So, in game design terms, there are actually some pretty straightforwards ways to add more serious end-game style challenges to open-world games. Not trivial to implement, but definitely do-able.
Generally speaking, a heavily open world game gives little story control over where major elements appear in a game. The equivalent of an end-game dungeon could be placed in the far corner of the game world, or it could be a block away from where you start. You can write routines to moderate that placement to some degree, but you can’t have TOO many restrictions, or it becomes a designed world rather than an open one. In any case, placement and world constraint can’t really moderate the player’s access to end-game scenarios and content in an open world game.
However - player activity and skills CAN. If I have certain key player actions trigger major changes to the game world, or open access to late game areas that are otherwise sealed off, then I can create stepped challenges in the game. Terraria does a great job of this, while still retaining a fairly ‘open-world’ feel to it.
In this methodology, most serious story elements, later dungeons, bosses or end-game puzzle rooms are tightly sealed within local complexes (like a sealed lab or vault), and/or summoned by player actions. Say, by setting up a specially coded transponder at any radio station tower, after hacking the special transponder codes out of a basic lab’s computer system, or something.
Usually this results in a couple things happening. Maybe a boss or a major story NPC shows up shortly after the player does the thing - and perhaps one or more major parameters of the world change, often with the end result of making the place more dangerous. Now there’s a daily risk of acid rain, or the seasonal temperature variations double, making the world fundamentally more inhospitable, or a new faction of enemies appears in the overworld that previously were only ever found in a special dungeon, or most of the previously ‘natural’ animals start developing into far more dangerous mutated varieties.
This sort of design allows you to make major shifts in difficulty and a general change of tone in an open procedural world that takes individual player pace and strategy into account - rather than using time to evolve the world, which tends to punish cautious strategies by ‘outrunning’ them.
In CDDA story terms, the easiest examples of these would be for the player to be completing research experiments from the labs, or implementing unfinished last-ditch plans/super weapons that the military was working on, or cooperating (or undermining) some major plan from a surviving NPC faction, or committing some crazy interaction with a set of portals and artifacts, again marginally guided by lost, last minute notes from some dead scientist or survivor - each of these could readily have major impacts on the world, and represent another unfolding ‘phase’ of the cataclysm.

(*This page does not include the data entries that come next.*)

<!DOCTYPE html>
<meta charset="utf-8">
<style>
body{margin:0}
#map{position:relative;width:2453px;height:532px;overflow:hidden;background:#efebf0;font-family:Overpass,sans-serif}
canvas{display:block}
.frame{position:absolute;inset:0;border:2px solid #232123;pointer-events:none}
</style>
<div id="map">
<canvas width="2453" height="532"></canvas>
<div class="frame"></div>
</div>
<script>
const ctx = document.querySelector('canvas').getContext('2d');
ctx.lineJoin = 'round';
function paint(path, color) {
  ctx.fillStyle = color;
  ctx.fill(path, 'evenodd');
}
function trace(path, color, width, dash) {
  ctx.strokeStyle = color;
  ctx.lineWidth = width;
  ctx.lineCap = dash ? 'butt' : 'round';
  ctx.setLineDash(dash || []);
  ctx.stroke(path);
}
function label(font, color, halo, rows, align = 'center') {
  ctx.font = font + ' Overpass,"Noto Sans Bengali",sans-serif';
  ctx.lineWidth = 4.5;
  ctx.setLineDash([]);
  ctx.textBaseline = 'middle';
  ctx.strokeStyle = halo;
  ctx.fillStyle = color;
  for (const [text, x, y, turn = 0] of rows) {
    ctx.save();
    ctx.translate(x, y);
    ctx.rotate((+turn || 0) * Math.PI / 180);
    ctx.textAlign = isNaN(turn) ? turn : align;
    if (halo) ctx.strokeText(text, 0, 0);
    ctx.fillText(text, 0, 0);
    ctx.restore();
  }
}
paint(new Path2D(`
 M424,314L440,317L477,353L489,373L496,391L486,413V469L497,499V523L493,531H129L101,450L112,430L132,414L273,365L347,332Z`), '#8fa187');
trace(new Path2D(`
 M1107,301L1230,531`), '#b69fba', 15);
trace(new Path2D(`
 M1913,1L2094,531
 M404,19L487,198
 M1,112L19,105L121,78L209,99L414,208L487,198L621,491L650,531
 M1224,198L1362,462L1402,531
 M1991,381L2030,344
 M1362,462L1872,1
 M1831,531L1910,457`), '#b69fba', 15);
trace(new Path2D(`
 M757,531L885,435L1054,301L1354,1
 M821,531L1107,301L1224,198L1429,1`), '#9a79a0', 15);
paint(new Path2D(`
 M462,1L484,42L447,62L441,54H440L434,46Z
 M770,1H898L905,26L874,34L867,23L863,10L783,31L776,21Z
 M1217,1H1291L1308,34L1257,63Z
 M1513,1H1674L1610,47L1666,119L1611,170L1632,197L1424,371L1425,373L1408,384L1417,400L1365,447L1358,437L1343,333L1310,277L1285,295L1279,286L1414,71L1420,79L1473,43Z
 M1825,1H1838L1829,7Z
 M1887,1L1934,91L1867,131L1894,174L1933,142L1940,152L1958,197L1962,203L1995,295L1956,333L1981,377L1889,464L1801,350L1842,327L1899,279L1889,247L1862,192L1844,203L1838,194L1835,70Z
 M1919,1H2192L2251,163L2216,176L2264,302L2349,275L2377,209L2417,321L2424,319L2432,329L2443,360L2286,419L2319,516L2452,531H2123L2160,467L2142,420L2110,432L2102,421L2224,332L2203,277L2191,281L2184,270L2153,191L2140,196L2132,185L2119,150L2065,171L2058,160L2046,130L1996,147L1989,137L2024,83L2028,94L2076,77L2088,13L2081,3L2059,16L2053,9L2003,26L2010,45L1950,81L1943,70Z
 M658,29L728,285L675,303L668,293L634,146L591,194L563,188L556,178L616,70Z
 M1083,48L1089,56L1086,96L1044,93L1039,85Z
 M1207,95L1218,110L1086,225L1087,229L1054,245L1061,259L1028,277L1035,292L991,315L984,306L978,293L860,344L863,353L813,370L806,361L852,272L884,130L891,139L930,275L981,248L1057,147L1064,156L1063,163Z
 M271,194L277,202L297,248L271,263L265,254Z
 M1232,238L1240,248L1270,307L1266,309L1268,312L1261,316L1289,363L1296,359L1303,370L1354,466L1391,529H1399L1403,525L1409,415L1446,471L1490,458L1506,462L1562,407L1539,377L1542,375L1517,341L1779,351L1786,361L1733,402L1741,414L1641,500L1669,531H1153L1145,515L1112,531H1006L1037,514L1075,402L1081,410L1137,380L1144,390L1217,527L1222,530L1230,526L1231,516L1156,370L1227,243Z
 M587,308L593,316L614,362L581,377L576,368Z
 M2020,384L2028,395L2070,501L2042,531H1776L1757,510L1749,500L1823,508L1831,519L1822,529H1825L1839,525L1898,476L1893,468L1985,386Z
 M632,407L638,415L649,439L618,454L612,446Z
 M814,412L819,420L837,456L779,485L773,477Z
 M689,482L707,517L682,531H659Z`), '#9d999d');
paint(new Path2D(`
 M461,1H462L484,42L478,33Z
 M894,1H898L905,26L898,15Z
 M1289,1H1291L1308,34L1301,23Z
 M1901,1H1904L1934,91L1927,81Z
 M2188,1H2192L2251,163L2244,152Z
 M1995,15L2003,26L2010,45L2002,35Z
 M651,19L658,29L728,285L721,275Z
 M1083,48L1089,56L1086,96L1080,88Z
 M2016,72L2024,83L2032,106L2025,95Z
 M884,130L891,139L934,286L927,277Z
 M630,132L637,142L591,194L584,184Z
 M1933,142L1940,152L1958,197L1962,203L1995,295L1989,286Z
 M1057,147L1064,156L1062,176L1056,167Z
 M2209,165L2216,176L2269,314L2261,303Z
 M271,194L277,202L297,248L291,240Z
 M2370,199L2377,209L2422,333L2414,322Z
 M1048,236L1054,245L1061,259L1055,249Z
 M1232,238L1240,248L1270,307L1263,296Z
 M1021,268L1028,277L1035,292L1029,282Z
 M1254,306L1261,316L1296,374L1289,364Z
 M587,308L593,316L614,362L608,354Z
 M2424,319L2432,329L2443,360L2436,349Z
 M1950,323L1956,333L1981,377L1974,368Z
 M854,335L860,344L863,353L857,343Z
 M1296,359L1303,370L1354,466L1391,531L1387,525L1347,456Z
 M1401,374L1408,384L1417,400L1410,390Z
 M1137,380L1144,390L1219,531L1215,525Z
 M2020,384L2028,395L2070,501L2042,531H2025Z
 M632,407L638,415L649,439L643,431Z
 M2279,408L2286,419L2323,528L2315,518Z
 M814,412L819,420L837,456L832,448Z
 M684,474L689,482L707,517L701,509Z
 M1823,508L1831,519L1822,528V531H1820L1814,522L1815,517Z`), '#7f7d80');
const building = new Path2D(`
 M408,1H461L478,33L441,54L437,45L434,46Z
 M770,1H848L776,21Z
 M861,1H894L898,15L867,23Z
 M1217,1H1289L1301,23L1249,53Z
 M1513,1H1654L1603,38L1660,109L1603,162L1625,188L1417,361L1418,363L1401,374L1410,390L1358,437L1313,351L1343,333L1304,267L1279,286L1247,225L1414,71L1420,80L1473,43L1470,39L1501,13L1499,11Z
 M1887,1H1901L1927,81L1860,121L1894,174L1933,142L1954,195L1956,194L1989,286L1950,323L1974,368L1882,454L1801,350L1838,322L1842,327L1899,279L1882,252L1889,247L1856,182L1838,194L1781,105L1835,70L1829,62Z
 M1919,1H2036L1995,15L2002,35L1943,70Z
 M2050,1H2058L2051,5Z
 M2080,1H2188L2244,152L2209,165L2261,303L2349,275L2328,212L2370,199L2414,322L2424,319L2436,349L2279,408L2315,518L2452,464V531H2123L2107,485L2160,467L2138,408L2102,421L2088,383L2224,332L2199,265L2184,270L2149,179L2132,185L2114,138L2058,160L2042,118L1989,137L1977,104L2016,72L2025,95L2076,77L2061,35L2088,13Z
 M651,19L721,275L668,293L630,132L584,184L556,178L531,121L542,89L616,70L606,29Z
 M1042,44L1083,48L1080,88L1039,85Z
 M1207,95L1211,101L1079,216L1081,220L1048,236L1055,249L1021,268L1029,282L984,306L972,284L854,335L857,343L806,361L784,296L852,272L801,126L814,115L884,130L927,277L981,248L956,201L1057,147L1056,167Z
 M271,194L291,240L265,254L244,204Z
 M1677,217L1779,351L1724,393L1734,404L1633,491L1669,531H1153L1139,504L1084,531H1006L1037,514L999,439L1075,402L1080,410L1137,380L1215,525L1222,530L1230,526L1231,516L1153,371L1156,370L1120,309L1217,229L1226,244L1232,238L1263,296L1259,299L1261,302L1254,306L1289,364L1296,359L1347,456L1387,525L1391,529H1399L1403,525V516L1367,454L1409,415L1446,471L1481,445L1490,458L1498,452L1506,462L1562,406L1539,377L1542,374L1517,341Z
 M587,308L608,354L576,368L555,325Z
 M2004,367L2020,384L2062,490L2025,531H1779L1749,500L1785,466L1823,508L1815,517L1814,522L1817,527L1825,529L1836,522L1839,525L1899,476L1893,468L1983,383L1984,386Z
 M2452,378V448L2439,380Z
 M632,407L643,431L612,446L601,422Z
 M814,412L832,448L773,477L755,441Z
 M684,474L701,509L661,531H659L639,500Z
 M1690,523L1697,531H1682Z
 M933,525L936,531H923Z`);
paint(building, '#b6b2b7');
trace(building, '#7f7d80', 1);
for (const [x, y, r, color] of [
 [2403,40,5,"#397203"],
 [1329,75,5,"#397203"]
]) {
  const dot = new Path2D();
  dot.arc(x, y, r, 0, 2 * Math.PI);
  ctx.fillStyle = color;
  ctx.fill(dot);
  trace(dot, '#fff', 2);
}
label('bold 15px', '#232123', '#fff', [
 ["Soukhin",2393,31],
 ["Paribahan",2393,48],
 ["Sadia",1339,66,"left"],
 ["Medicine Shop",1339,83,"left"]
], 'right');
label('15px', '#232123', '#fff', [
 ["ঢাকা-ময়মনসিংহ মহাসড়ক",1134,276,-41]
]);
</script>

It’s also fairly easy to seal some of the more interesting later game development behind these things. If I need to explore an Alpha-security lab with its lower level biology and tech books in order to hack the codes that I need to get into a Gamma-security lab with its higher level books or a Military Lab with its specialized CBM removal/installation tools, then I may not be able to move past the earliest steps of the Mutation development chain or the CBM development chain until I make it past some of these major game events.